Segment Open

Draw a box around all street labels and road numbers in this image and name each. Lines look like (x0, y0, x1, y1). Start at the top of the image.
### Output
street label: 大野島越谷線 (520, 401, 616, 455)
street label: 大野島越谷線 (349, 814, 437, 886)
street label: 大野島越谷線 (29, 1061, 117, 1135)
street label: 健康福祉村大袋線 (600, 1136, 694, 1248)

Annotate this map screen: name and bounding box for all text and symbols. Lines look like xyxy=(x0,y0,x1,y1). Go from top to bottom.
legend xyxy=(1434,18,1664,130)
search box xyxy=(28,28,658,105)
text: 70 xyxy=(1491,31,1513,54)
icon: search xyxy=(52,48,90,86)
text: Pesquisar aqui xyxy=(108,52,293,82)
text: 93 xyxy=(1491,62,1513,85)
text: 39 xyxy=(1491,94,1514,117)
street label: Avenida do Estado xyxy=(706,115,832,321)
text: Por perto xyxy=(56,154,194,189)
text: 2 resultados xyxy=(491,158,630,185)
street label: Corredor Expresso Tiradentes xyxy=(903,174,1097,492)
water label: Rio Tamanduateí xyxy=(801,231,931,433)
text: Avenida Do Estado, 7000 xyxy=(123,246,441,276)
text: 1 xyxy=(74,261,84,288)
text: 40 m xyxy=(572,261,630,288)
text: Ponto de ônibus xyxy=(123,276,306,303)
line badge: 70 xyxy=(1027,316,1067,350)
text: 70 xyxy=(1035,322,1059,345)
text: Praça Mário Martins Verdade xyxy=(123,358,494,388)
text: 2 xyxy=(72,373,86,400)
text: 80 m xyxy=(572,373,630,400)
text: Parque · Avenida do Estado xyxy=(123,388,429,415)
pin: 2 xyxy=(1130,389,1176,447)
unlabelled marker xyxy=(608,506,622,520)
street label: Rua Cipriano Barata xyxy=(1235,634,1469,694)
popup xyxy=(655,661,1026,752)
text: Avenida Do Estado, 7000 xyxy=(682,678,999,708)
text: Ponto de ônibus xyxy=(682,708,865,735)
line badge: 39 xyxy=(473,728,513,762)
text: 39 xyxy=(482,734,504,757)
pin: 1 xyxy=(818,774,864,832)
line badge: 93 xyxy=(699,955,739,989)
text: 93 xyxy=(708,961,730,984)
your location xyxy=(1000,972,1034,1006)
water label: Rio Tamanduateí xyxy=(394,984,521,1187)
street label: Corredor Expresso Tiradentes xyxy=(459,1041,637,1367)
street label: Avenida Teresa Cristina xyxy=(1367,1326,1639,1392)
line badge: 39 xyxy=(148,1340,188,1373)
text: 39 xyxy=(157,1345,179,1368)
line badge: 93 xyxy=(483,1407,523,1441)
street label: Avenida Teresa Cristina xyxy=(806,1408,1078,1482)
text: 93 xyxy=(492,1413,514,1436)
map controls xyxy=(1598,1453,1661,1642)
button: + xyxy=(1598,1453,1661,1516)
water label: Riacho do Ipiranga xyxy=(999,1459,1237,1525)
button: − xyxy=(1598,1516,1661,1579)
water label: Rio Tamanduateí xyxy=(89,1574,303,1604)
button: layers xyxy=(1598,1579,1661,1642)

Segment Closed

**What you will do**
Transcribe each line of the listing above precisely as it appears.

**Written response**
Draw a box around all street labels and road numbers in this image and name each. Lines look like (x0, y0, x1, y1). Start at the top of the image.
### Output
street label: 大野島越谷線 (520, 401, 616, 455)
street label: 大野島越谷線 (349, 814, 437, 886)
street label: 大野島越谷線 (29, 1061, 117, 1135)
street label: 健康福祉村大袋線 (600, 1136, 694, 1248)

Annotate this map screen: name and bounding box for all text and symbols. Lines look like xyxy=(x0,y0,x1,y1). Go from top to bottom.
legend xyxy=(1434,18,1664,130)
search box xyxy=(28,28,658,105)
text: 70 xyxy=(1491,31,1513,54)
icon: search xyxy=(52,48,90,86)
text: Pesquisar aqui xyxy=(108,52,293,82)
text: 93 xyxy=(1491,62,1513,85)
text: 39 xyxy=(1491,94,1514,117)
street label: Avenida do Estado xyxy=(706,115,832,321)
text: Por perto xyxy=(56,154,194,189)
text: 2 resultados xyxy=(491,158,630,185)
street label: Corredor Expresso Tiradentes xyxy=(903,174,1097,492)
water label: Rio Tamanduateí xyxy=(801,231,931,433)
text: Avenida Do Estado, 7000 xyxy=(123,246,441,276)
text: 1 xyxy=(74,261,84,288)
text: 40 m xyxy=(572,261,630,288)
text: Ponto de ônibus xyxy=(123,276,306,303)
line badge: 70 xyxy=(1027,316,1067,350)
text: 70 xyxy=(1035,322,1059,345)
text: Praça Mário Martins Verdade xyxy=(123,358,494,388)
text: 2 xyxy=(72,373,86,400)
text: 80 m xyxy=(572,373,630,400)
text: Parque · Avenida do Estado xyxy=(123,388,429,415)
pin: 2 xyxy=(1130,389,1176,447)
unlabelled marker xyxy=(608,506,622,520)
street label: Rua Cipriano Barata xyxy=(1235,634,1469,694)
popup xyxy=(655,661,1026,752)
text: Avenida Do Estado, 7000 xyxy=(682,678,999,708)
text: Ponto de ônibus xyxy=(682,708,865,735)
line badge: 39 xyxy=(473,728,513,762)
text: 39 xyxy=(482,734,504,757)
pin: 1 xyxy=(818,774,864,832)
line badge: 93 xyxy=(699,955,739,989)
text: 93 xyxy=(708,961,730,984)
your location xyxy=(1000,972,1034,1006)
water label: Rio Tamanduateí xyxy=(394,984,521,1187)
street label: Corredor Expresso Tiradentes xyxy=(459,1041,637,1367)
street label: Avenida Teresa Cristina xyxy=(1367,1326,1639,1392)
line badge: 39 xyxy=(148,1340,188,1373)
text: 39 xyxy=(157,1345,179,1368)
line badge: 93 xyxy=(483,1407,523,1441)
street label: Avenida Teresa Cristina xyxy=(806,1408,1078,1482)
text: 93 xyxy=(492,1413,514,1436)
map controls xyxy=(1598,1453,1661,1642)
button: + xyxy=(1598,1453,1661,1516)
water label: Riacho do Ipiranga xyxy=(999,1459,1237,1525)
button: − xyxy=(1598,1516,1661,1579)
water label: Rio Tamanduateí xyxy=(89,1574,303,1604)
button: layers xyxy=(1598,1579,1661,1642)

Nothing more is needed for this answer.